Quando somos crianças, desenvolvemos a incrível capacidade de criar em cima do inusitado. Já parou para pensar como estamos perdendo essa capacidade a cada passo que damos rumo a vida adulta?

Quando deixamos de ser autênticos e aceitamos modelo programados de agir, pensar, desenvolver e criar perdemos a capacidade de usar o que há de melhor em nós, para seguir em busca do que "há de melhor no outro".
O ser humano é incrível em sua essência, tem em si, todas respostas. O que nos distância do caminho da liberdade criativa é o péssimo hábito de não aceitarmos que as respostas estão muito próximas a nós.
Pense como as crianças são autênticas em suas decisões.

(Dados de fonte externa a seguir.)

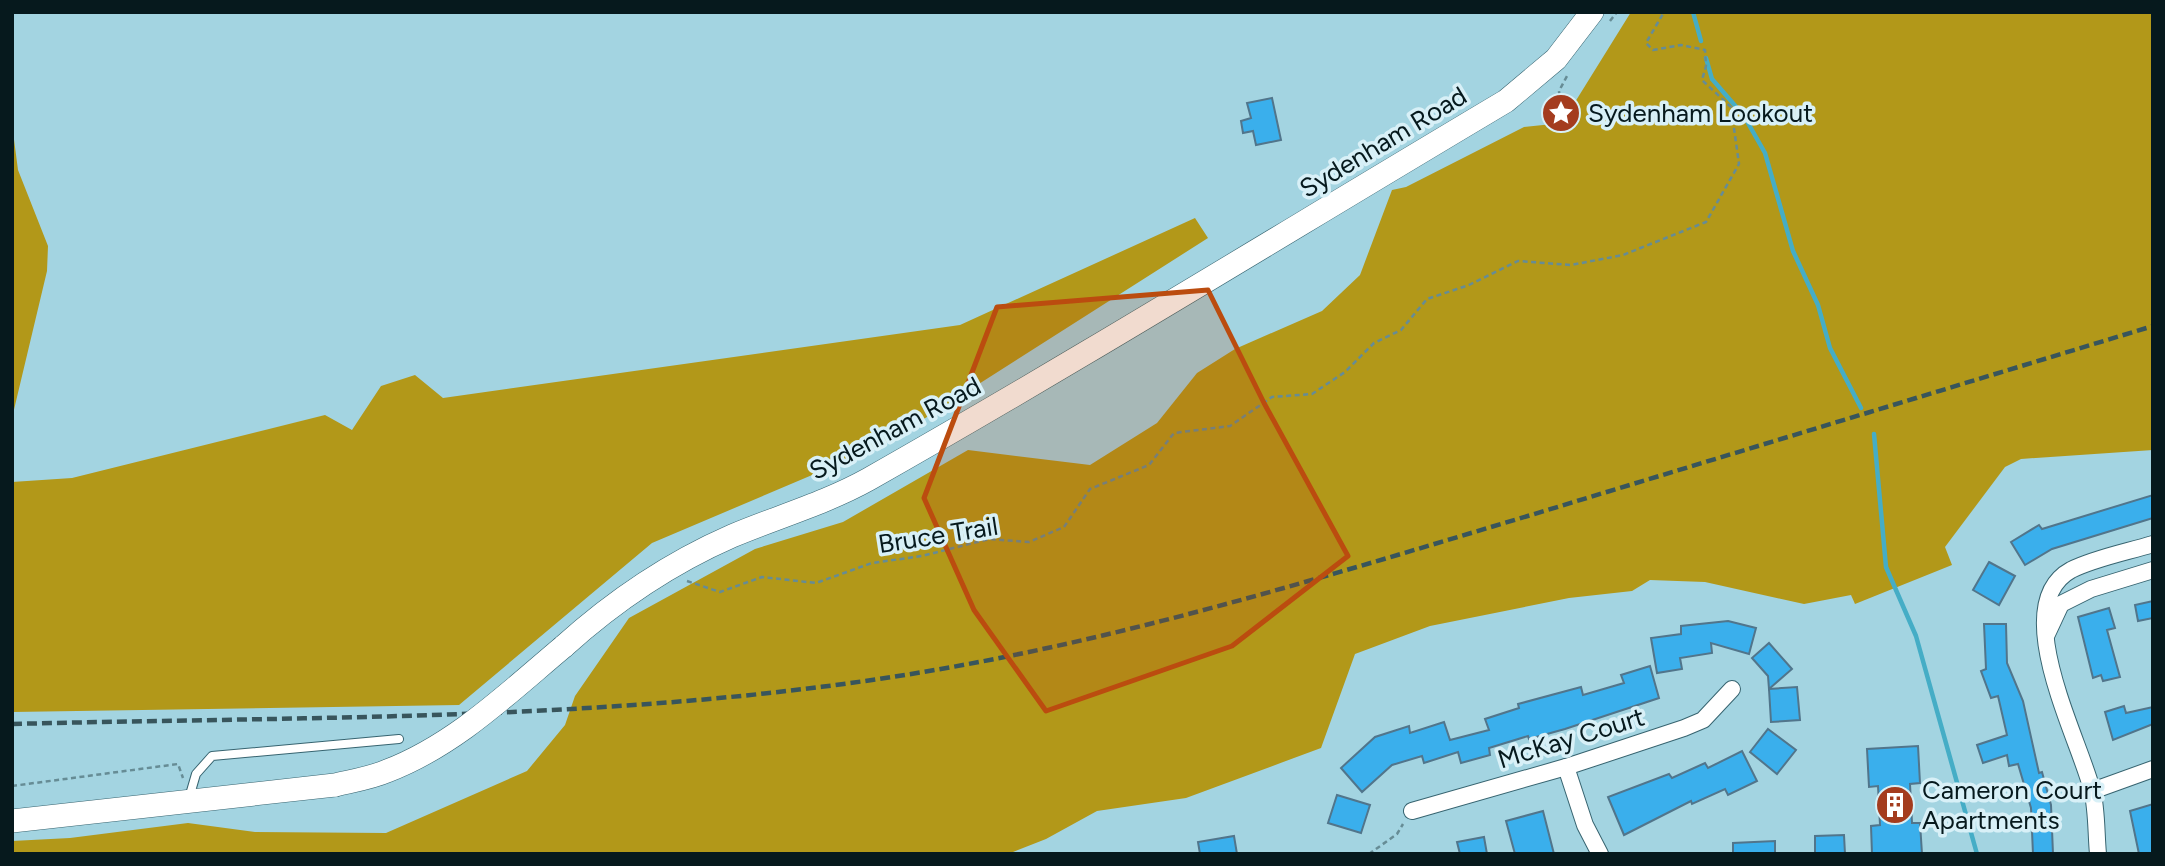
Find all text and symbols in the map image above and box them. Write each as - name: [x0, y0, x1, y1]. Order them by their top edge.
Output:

Não ter medo de passar horas brincando com uma bola, ou passar horas se imaginando como se fosse um personagem. Basicamente, elas não tem medo. Viver desta forma, proporciona uma liberdade única de se criar e de se re-criar.
Vivemos em uma era onde o macro se tornou mais importante que o micro, mas não pensamos que, as verdadeiras mudanças, ocorrem sempre a partir das micro-revoluções. Pensar grande demais também faz mal.
As crianças não pensam pequeno, afinal, ser o Batman um dia e assumir o posto de Super-Homem no outro, torna ela um ser incrível, não?
O que importa é, o pensar grande delas é diferente do pensar grande adulto, é pensar grande dependendo apenas de si.
Ser. Pensar. Agir. Não existe uma fórmula melhor para conquistar nossas maiores aspirações. A fluxonomia desse caminho é simples e nós complicamos — as crianças não! — .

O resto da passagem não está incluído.